As in the summary paper, he cited a "letter for clarification" from the Department of Public Enterprise which stated that the top-up regime was never intended to provide "unlimited" power to the independent sector on demand. "Top-up is intended to constitute back-up to primary sources of supply that are already available to the independent sector," the paper said.

EPower plans to develop a power station, in joint venture with US businessman Mr Larry Thomas and BP Amoco, but it sources most of its power from the ESB because it does not yet generate its own electricity.

The company has claimed that ESB tariffs proposed in Mr Reeves's first paper were more expensive than the rates paid by the State-owned company's own industrial customers.

As in the original document, the new paper said independent suppliers would have access to top-up prices for amounts of power up to 5 per cent of their supply contracts. But in the new system, this will no longer apply to suppliers of wind-produced electricity.

For power exceeding this entitlement, suppliers must pay a "secondary" price calculated on the basis of a multiplier of the standard top-up rate.

In the new paper, Mr Reeves proposed a multiplier of 1.15 for power supplied between 8 a.m. and 11 p.m. on weekdays in September and October. The original multiplier proposed was 1.2.

From November, Mr Reeves proposed a 3.6 multiplier for top-up supplied from 5 p.m. to 6 p.m. and 1.7 for all other hours between 8 a.m. and 11 p.m. The original paper proposed a 3.6 multiplier at "weekday peak hours" and 1.2 for the remainder.

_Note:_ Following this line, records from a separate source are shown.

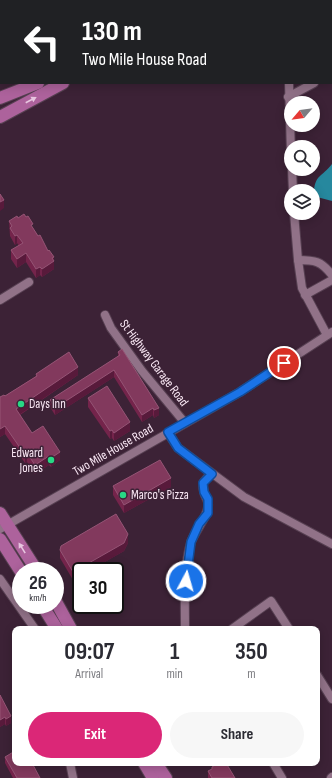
<!DOCTYPE html>
<html lang="en">
<head>
<meta charset="utf-8">
<style>
  body { margin:0; font-family:"Sofia Sans Condensed",sans-serif; background:#f7f7f7; color:#2b2b33; height:100vh; display:flex; flex-direction:column; font-size:15px; white-space:nowrap }
  * { box-sizing:border-box; margin:0 }
  p { font-size:13px; color:#7c7c81 }
  .icon { flex:none; width:22px; height:22px; fill:none; stroke:currentColor; stroke-width:2; stroke-linecap:round; stroke-linejoin:round }
  .map { position:relative; flex:1; overflow:hidden }
  .sheet { position:absolute; left:12px; top:626px; width:308px; height:140px; display:flex; flex-direction:column; background:#fff; border-radius:8px; box-shadow:0 2px 10px #0003 }
  .sheet>* { flex:none }
  .top-card { position:absolute; left:0px; top:0px; width:332px; height:84px; box-shadow:0 2px 10px #0003; background:#202124; color:#fff; overflow:hidden }
  .needle { width:26px; rotate:241deg }
  .buttons { position:absolute; left:284px; top:96px; display:grid; gap:8px }
  .buttons a { display:grid; place-items:center; width:36px; height:36px; border-radius:50%; background:#fff; box-shadow:0 2px 10px #0003; font-size:20px }
  .speed { position:absolute; left:12px; top:562px; display:flex; gap:8px; font-size:20px; font-weight:700; text-align:center }
  .speed>* { display:grid; place-content:center; width:52px; height:52px; border-radius:50%; background:#fff; box-shadow:0 2px 10px #0003; line-height:1 }
  .speed small { font-size:10px; font-weight:400 }
  .speed .limit { border:2px solid #111; border-radius:6px; background:#fff; color:#111 }
  .pin { position:absolute; display:grid; place-items:center; width:34px; height:34px; color:#fff; margin:-17px; border:2px solid #fff; border-radius:50%; box-shadow:0 1px 4px #0007 }
  .me { position:absolute; width:44px; margin:-22px; rotate:6deg; stroke-linejoin:round; filter:drop-shadow(0 0 3px #0008) }
  .turn { display:flex; align-items:center; gap:14px; height:84px; padding:0 16px; font-size:18px }
  .turn .icon { width:52px; height:52px; stroke-width:2.5 }
  .turn b { display:block; font-size:28px; line-height:34px }
  .eta { display:flex; justify-content:space-evenly; align-items:center; height:68px; text-align:center }
  .eta b { font-size:24px; font-weight:700; line-height:28px }
  .cta { display:flex; gap:8px; margin-top:auto; padding:8px 16px }
  .cta a { flex:1; height:46px; border-radius:24px; background:#db2777; color:#fff; font-size:16px; font-weight:700; line-height:46px; text-align:center }
  .cta a+a { background:#f7f7f7; color:#2b2b33 }
  .map>svg:first-child { display:block }
  .water { fill:#26889e }
  .lines { fill:none; stroke-linecap:round; stroke-linejoin:round }
  .minor-casing { stroke:#574052; stroke-width:10 }
  .highway-casing { stroke:#574052; stroke-width:14 }
  .minor { stroke:#917288; stroke-width:8 }
  .highway { stroke:#ad629c; stroke-width:12 }
  .wall { fill:#74244b }
  .shaded-wall { fill:#581a3b }
  .building { fill:#82395d; stroke:#955475 }
  .oneway { fill:#e7c6df }
  .route-casing { stroke:#114b97; stroke-width:10 }
  .route { stroke:#1a73e8; stroke-width:7 }
  .poi-dot { fill:#28d885; stroke:#3c2236; stroke-width:1.5 }
  .labels { text-anchor:middle; dominant-baseline:central; stroke-width:3; stroke-linejoin:round; paint-order:stroke }
  .street-label { font-size:13px; fill:#fae8f5; stroke:#3c2236 }
  .poi-label { font-size:13px; fill:#fae8f5; stroke:#3c2236; text-anchor:start }
</style>
</head>
<body>
<div class="map">
<svg width="332" height="778" viewBox="0 0 332 778">
  <rect width="100%" height="100%" fill="#3c2236"/>
  <path class="water" d="M332,164V201L317,197L314,194C314,175 322,177 332,164Z"/>
  <g class="lines">
    <g class="minor-casing">
      <g id="minor">
        <path d="M331,48H332"/>
        <path d="M331,73H332"/>
        <path d="M289,83L291,154"/>
        <path d="M288,97L314,83"/>
        <path d="M292,169L293,191"/>
        <path d="M294,213L298,260L302,288L327,335"/>
        <path d="M298,260C315,260 321,261 332,275"/>
        <path d="M305,295L332,280"/>
        <path d="M0,300L29,282"/>
        <path d="M105,315L111,328L142,371L185,423"/>
        <path d="M168,433L178,448L244,497L332,544"/>
        <path d="M0,529L240,392L332,332"/>
        <path d="M0,579L35,629"/>
        <path d="M185,629C185,601 183,570 191,542C195,531 208,516 208,506C209,500 205,498 204,492C203,489 203,486 203,483L211,473"/>
        <path d="M232,629L271,601L289,629"/>
        <path d="M317,675L332,699"/>
        <path d="M70,763L73,778"/>
        <path d="M273,763L282,778"/>
        <path d="M331,778L332,777"/>
      </g>
    </g>
    <g class="highway-casing">
      <g id="highway">
        <path d="M178,1L180,0"/>
        <path d="M235,1L237,0"/>
        <path d="M0,59H1"/>
        <path d="M0,73H1"/>
        <path d="M0,98L38,83"/>
        <path d="M0,117L63,83"/>
        <path d="M0,513L37,571"/>
        <path d="M0,539L21,572"/>
        <path d="M55,600L71,629"/>
        <path d="M42,605L57,629"/>
        <path d="M144,763L153,778"/>
        <path d="M156,763L166,778"/>
      </g>
    </g>
    <use href="#minor" class="minor"/>
    <use href="#highway" class="highway"/>
  </g>
  <g class="wall">
    <path d="M18,218L33,228L54,260V269L42,277L40,275L36,278L26,262L17,268L11,259V250L19,246L17,243L15,245L10,236L9,221Z"/>
    <path d="M118,352L159,415L154,418L153,415L142,422L114,377L55,415L50,407V400L118,357Z"/>
    <path d="M36,374L78,375L20,415L32,433L60,460L51,467L49,465L35,474L27,462L25,463L5,434L0,437V397L5,396L36,376Z"/>
    <path d="M88,398L130,431L114,441L112,438L110,439L88,407Z"/>
    <path d="M113,486L171,487L124,513L113,495Z"/>
    <path d="M128,543L124,551L73,580L60,558V550Z"/>
    <path d="M0,695L11,723L6,726L5,724L0,727Z"/>
    <path d="M5,757L40,778H13L5,763Z"/>
    <path d="M212,767L235,778H208V771L212,769Z"/>
  </g>
  <g class="shaded-wall">
    <path d="M4,200V208L0,211V202Z"/>
    <path d="M17,235V243L15,245V236Z"/>
    <path d="M26,253V262L17,268V259Z"/>
    <path d="M54,257V269L42,277V269Z"/>
    <path d="M40,267V275L36,278V269Z"/>
    <path d="M78,367V375L16,417V409Z"/>
    <path d="M114,370V377L55,415V408Z"/>
    <path d="M153,408V415L142,422V415Z"/>
    <path d="M159,408V415L154,418V410Z"/>
    <path d="M130,422V431L114,441V433Z"/>
    <path d="M5,426V434L0,437V429Z"/>
    <path d="M112,430V438L110,439V431Z"/>
    <path d="M60,452V460L51,467V458Z"/>
    <path d="M27,453V462L25,463V455Z"/>
    <path d="M49,456V465L35,474V465Z"/>
    <path d="M171,478V487L124,513V505Z"/>
    <path d="M128,534V543L124,551L89,571H81V576L73,580V572Z"/>
    <path d="M11,716V723L6,726V719Z"/>
    <path d="M5,717V724L0,727V720Z"/>
  </g>
  <g class="building">
    <path d="M0,194L4,200L0,202Z"/>
    <path d="M24,214L26,217L28,216L33,224L31,225L38,236L40,235L48,251L49,250L54,257L52,258L54,261L42,269L40,267L36,269L26,253L17,259L11,250L23,243L17,235L15,236L10,228L12,226L9,221L17,216L18,218Z"/>
    <path d="M122,349L159,408L154,410L153,408L142,415L114,370L55,408L50,400L120,355L118,352Z"/>
    <path d="M69,352L78,367L16,409L32,433L43,426L60,452L51,458L49,456L35,465L27,453L25,455L5,426L0,429V397L4,395L5,396L37,376L36,374Z"/>
    <path d="M107,386L130,422L114,433L112,430L110,431L88,398Z"/>
    <path d="M160,460L171,478L124,505L113,486Z"/>
    <path d="M116,514L128,534L124,543L73,572L60,550L61,546Z"/>
    <path d="M0,695L11,716L6,719L5,717L0,720Z"/>
    <path d="M15,751V763H32L40,778H17L5,757Z"/>
    <path d="M219,763H226L235,778H212L208,771L212,769V767Z"/>
  </g>
  <defs><path id="oneway-solid" d="M-6-.8H1V-3.2L6.5 0L1 3.2V.8H-6Z"/></defs>
  <g class="oneway">
    <use href="#oneway-solid" transform="translate(31 100) rotate(-28)"/>
    <use href="#oneway-solid" transform="translate(22 548) rotate(-122)"/>
  </g>
  <g class="lines">
    <g class="route-casing">
      <path id="route" d="M186,581L191,542L199,524L208,513V499L204,492L203,483L212,474L178,448L168,432L240,392L284,363"/>
    </g>
    <use href="#route" class="route"/>
  </g>
  <g class="poi-dot">
    <circle cx="21" cy="404" r="4"/>
    <circle cx="51" cy="460" r="4"/>
    <circle cx="123" cy="495" r="4"/>
  </g>
  <g class="labels">
    <g class="street-label">
      <text transform="translate(154 363) rotate(53)">St Highway Garage Road</text>
      <text transform="translate(113 450) rotate(-30)">Two Mile House Road</text>
    </g>
    <g class="poi-label">
      <text x="29" y="404">Days Inn</text>
      <text x="43" y="453" text-anchor="end">Edward<tspan x="43" dy="15">Jones</tspan></text>
      <text x="131" y="495">Marco's Pizza</text>
    </g>
  </g>
</svg>
<div class="buttons">
<a><svg class="needle" viewBox="-14 -14 28 28"><path d="M0-13l5 13h-10z" fill="#e53935"/><path d="M0 13l5-13h-10z" fill="#7c7c81"/></svg></a>
<a><svg class="icon" aria-label="search" viewBox="0 0 24 24"><circle cx="10" cy="10" r="6"/><path d="M15 15l6 6"/></svg></a>
<a><svg class="icon" aria-label="layers" viewBox="0 0 24 24"><path d="M12 4l9 5-9 5-9-5zM3 14l9 5 9-5"/></svg></a>
</div>
<div class="speed"><div>26<small>km/h</small></div><div class="limit">30</div></div>
<div class="pin" style="left:284px;top:363px;background:#d93025"><svg class="icon" aria-label="arrive" viewBox="0 0 24 24"><path d="M6 21V4h12l-3 4 3 4H6"/></svg></div>
<svg class="me" style="left:186px;top:581px" viewBox="-20 -20 40 40"><circle r="17" fill="#1a73e8" stroke="#fff" stroke-width="3"/><path d="M0-11L8 9 0 5-8 9z" fill="#fff"/></svg>
<div class="top-card">
<div class="turn"><svg class="icon" aria-label="left" viewBox="0 0 24 24"><path d="M17 20v-9H6M10 6l-5 5 5 5"/></svg><div><b>130 m</b>Two Mile House Road</div></div>
</div>
<section class="sheet">
<div class="eta">
<div><b>09:07</b><p>Arrival</p></div>
<div><b>1</b><p>min</p></div>
<div><b>350</b><p>m</p></div>
</div>
<div class="cta"><a>Exit</a><a>Share</a></div>
</section>
</div>
</body>
</html>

But Mr Reeves said he would seek a "more enduring solution" by November 1st. Discussions with the ESB on an auction of virtual capacity on its network were being finalised, he said. "It is the Commission's intention, under the interim arrangement, to provide suppliers with a secondary price which is, on average, broadly in line with the average non-green [auction] price that may be available."